Patriarch Acacius of Constantinople

Patriarch Acacius Of Constantinople

Acacius (died 489) was the Ecumenical Patriarch of Constantinople from 471 to 489. Acacius was practically the first prelate throughout the Eastern Orthodoxy and renowned for ambitious participation in the Chalcedonian controversy.

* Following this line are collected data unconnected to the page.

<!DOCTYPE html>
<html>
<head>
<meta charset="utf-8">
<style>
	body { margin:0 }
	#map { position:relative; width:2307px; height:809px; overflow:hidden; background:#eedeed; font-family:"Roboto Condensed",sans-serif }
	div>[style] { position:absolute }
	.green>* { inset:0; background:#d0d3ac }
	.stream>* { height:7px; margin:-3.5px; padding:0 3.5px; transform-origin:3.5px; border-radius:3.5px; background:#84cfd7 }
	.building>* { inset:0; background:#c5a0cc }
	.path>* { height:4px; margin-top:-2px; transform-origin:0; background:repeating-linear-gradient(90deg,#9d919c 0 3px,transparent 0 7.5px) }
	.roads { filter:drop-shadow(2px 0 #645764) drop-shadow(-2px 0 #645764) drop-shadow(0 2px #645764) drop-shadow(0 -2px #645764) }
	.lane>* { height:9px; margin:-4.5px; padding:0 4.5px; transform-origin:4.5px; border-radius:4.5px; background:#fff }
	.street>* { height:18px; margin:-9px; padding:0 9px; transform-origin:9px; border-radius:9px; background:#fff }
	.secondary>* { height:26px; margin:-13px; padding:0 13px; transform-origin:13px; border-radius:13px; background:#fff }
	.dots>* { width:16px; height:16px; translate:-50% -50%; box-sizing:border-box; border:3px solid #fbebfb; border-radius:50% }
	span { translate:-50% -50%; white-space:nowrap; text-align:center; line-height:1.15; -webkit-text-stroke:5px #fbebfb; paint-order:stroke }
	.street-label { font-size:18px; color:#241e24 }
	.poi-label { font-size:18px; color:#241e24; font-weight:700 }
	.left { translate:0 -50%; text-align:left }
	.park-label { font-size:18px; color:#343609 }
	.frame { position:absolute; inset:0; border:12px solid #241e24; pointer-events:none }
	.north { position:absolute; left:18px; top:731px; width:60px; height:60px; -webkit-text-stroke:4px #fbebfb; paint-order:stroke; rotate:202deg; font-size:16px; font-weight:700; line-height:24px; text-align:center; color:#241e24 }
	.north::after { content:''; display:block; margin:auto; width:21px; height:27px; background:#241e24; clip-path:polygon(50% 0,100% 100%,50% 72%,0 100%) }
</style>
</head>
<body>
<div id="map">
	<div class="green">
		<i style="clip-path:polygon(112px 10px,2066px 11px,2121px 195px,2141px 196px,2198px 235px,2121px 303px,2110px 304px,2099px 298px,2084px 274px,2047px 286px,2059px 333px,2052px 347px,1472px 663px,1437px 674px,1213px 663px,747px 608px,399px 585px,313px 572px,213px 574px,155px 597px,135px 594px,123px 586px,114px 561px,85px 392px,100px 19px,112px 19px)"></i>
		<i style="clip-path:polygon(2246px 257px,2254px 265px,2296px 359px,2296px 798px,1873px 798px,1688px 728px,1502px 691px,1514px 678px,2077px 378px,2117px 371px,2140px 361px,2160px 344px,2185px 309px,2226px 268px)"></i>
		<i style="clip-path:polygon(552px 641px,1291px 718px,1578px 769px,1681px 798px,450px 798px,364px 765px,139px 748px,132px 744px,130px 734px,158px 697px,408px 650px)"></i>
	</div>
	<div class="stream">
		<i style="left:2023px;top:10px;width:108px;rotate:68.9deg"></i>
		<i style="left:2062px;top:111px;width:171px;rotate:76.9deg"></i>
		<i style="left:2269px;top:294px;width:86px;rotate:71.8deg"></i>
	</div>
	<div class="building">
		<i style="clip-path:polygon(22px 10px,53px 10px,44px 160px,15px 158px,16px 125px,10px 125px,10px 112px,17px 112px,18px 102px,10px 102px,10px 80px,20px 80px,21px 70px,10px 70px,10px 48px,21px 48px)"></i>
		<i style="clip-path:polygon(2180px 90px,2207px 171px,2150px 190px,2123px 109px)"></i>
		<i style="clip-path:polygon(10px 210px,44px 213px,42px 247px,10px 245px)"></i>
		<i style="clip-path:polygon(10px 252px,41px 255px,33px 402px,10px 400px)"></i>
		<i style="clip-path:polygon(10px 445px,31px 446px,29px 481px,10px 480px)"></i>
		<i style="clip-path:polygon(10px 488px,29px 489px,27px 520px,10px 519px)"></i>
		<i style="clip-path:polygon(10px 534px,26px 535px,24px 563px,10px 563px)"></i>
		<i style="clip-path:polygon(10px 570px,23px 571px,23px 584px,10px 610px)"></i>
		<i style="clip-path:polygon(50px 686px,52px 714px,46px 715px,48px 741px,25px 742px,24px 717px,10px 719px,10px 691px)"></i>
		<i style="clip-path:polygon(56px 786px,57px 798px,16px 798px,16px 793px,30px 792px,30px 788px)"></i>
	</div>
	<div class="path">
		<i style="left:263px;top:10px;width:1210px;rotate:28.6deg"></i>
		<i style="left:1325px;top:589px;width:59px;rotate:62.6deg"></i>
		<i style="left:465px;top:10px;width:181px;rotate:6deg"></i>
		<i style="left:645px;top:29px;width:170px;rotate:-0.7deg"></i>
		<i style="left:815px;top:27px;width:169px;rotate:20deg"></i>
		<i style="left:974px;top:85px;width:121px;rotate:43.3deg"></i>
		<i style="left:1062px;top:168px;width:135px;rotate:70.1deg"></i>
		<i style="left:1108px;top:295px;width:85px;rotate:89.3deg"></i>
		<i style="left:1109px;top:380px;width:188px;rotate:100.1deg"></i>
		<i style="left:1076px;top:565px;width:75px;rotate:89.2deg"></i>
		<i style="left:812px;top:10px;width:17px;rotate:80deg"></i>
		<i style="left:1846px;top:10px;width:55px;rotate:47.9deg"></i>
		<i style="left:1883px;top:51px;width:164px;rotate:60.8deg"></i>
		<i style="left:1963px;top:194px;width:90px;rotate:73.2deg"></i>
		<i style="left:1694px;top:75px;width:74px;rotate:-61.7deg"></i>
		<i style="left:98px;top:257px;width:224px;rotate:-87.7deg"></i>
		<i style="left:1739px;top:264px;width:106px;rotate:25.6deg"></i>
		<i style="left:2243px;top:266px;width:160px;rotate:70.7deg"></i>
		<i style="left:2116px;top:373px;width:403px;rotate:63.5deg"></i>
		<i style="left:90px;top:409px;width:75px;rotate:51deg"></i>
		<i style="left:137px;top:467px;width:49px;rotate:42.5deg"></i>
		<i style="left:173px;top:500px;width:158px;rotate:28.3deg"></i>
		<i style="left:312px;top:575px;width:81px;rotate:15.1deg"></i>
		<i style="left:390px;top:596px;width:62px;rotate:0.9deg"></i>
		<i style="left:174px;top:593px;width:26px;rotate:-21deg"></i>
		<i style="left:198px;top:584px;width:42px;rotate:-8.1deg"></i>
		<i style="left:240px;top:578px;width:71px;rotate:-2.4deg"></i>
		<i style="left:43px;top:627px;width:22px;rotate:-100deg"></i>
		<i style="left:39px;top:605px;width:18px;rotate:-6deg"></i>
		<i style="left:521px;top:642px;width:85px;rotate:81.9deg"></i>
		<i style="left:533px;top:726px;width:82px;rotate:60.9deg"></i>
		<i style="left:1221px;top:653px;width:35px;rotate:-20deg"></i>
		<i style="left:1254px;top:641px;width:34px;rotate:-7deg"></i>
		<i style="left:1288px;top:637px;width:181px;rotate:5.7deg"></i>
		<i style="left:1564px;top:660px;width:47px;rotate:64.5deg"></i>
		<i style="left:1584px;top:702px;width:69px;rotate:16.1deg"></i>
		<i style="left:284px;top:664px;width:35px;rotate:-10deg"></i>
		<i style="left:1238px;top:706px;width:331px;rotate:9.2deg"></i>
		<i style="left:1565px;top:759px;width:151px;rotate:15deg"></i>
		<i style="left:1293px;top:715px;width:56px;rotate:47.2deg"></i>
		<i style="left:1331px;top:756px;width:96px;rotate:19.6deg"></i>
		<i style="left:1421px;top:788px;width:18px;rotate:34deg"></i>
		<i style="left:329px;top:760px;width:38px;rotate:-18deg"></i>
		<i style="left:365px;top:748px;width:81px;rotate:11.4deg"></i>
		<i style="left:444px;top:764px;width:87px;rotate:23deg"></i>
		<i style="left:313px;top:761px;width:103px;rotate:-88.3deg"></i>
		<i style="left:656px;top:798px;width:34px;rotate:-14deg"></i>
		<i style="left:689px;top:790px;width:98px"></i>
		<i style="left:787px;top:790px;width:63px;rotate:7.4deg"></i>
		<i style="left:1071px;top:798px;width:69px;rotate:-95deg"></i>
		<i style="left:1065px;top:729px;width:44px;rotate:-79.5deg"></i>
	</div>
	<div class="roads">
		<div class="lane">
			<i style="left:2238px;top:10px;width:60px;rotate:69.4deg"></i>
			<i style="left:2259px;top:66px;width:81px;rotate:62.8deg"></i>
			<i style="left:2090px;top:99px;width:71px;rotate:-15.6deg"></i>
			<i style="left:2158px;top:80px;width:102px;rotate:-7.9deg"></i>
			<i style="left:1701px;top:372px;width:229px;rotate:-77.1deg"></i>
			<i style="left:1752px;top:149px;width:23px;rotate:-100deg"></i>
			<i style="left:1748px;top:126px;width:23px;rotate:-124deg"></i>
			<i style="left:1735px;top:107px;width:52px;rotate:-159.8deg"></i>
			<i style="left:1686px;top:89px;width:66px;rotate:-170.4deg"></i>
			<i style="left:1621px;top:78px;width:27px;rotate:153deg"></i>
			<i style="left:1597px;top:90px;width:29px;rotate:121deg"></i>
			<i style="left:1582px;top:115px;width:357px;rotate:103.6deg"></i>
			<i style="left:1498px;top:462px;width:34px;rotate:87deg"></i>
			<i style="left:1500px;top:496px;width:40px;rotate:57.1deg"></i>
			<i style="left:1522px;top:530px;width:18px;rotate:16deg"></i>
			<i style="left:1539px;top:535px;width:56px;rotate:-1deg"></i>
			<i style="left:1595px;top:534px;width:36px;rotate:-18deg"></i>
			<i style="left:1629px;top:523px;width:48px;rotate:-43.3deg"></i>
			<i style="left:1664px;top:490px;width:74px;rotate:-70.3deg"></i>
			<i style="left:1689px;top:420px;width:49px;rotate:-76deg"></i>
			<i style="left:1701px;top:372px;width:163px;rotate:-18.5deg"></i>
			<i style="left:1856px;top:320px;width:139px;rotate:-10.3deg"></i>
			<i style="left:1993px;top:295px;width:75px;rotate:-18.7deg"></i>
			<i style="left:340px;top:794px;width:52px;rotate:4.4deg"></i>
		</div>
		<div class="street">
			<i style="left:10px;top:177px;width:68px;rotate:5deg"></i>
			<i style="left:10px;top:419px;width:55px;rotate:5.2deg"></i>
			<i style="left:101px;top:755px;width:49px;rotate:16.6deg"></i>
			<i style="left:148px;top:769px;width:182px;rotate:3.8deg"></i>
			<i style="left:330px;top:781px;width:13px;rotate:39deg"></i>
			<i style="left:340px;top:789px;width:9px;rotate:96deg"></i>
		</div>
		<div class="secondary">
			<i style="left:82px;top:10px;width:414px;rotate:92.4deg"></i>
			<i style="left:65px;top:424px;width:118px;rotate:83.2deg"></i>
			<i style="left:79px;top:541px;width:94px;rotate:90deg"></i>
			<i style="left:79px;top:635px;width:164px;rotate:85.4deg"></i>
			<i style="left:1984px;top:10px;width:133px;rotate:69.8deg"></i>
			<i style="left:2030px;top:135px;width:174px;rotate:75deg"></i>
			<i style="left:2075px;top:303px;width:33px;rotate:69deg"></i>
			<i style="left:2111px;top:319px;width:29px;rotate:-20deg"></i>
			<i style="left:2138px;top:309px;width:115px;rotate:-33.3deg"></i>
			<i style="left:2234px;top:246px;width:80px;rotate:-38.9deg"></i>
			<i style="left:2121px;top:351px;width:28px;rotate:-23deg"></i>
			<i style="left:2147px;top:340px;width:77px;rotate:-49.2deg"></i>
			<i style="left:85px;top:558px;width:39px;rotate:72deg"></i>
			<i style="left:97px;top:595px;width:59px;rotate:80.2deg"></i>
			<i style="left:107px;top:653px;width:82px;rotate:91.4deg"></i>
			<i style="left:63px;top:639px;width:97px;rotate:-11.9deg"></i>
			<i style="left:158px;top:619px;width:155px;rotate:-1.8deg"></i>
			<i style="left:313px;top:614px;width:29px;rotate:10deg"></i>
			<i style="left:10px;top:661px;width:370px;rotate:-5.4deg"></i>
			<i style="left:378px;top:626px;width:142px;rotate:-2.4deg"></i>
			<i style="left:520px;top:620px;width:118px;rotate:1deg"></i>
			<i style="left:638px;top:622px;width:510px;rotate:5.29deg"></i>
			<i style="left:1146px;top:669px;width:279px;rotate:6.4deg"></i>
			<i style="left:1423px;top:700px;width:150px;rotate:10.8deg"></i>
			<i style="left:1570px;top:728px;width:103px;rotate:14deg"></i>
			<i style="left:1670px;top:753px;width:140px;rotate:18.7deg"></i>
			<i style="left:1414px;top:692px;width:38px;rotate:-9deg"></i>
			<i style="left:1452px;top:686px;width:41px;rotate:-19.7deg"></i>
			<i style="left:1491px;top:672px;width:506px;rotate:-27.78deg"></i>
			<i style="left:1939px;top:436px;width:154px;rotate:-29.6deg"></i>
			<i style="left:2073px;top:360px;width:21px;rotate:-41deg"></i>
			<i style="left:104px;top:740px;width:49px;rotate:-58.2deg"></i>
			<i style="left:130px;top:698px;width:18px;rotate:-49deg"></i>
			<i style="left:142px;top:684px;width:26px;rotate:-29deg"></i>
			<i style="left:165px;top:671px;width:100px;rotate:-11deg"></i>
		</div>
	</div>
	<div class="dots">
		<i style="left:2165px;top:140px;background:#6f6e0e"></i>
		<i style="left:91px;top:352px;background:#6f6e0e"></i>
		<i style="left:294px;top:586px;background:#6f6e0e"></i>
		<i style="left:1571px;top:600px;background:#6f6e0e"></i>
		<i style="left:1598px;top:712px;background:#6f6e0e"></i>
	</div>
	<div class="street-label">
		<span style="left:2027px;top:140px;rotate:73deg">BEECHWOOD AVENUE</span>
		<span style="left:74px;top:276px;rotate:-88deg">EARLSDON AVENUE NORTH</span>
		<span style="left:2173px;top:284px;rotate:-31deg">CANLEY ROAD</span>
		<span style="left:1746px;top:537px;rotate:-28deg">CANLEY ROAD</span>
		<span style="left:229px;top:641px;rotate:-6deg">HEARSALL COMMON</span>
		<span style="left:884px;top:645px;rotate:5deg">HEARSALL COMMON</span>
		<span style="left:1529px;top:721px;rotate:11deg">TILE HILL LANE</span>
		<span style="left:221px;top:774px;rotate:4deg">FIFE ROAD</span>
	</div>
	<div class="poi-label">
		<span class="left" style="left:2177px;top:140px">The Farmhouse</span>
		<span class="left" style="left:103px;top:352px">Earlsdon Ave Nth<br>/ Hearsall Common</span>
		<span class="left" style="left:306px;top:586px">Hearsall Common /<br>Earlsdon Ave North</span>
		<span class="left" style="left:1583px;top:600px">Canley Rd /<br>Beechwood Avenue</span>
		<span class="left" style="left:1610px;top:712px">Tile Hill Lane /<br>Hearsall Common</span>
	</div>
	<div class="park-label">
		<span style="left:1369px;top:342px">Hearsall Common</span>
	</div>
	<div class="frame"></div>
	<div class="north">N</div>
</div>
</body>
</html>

Acacius advised the Byzantine emperor Zeno to issue the Henotikon edict in 482, in which Nestorius and Eutyches were condemned, the twelve chapters of Cyril of Alexandria accepted, and the Chalcedon Definition ignored. This effort to shelve the dispute over the orthodoxy of the Council of Chalcedon was quite in vain. Pope Felix III saw the prestige of his see involved in this slighting of Chalcedon and his predecessor Leo’s epistle. He condemned and deposed Acacius, a proceeding which the latter regarded with contempt, but which involved a schism between the two sees that lasted after Acacius’s death. The Acacian schism lasted through the long and troubled reign of the Byzantine emperor Anastasius I, and was only healed by Justin I under Pope Hormisdas in 519.

The Coptic Orthodox Church celebrates The Departure of St. Acacius, Patriarch of Constantinople on the 30th of the Coptic month of Hatour.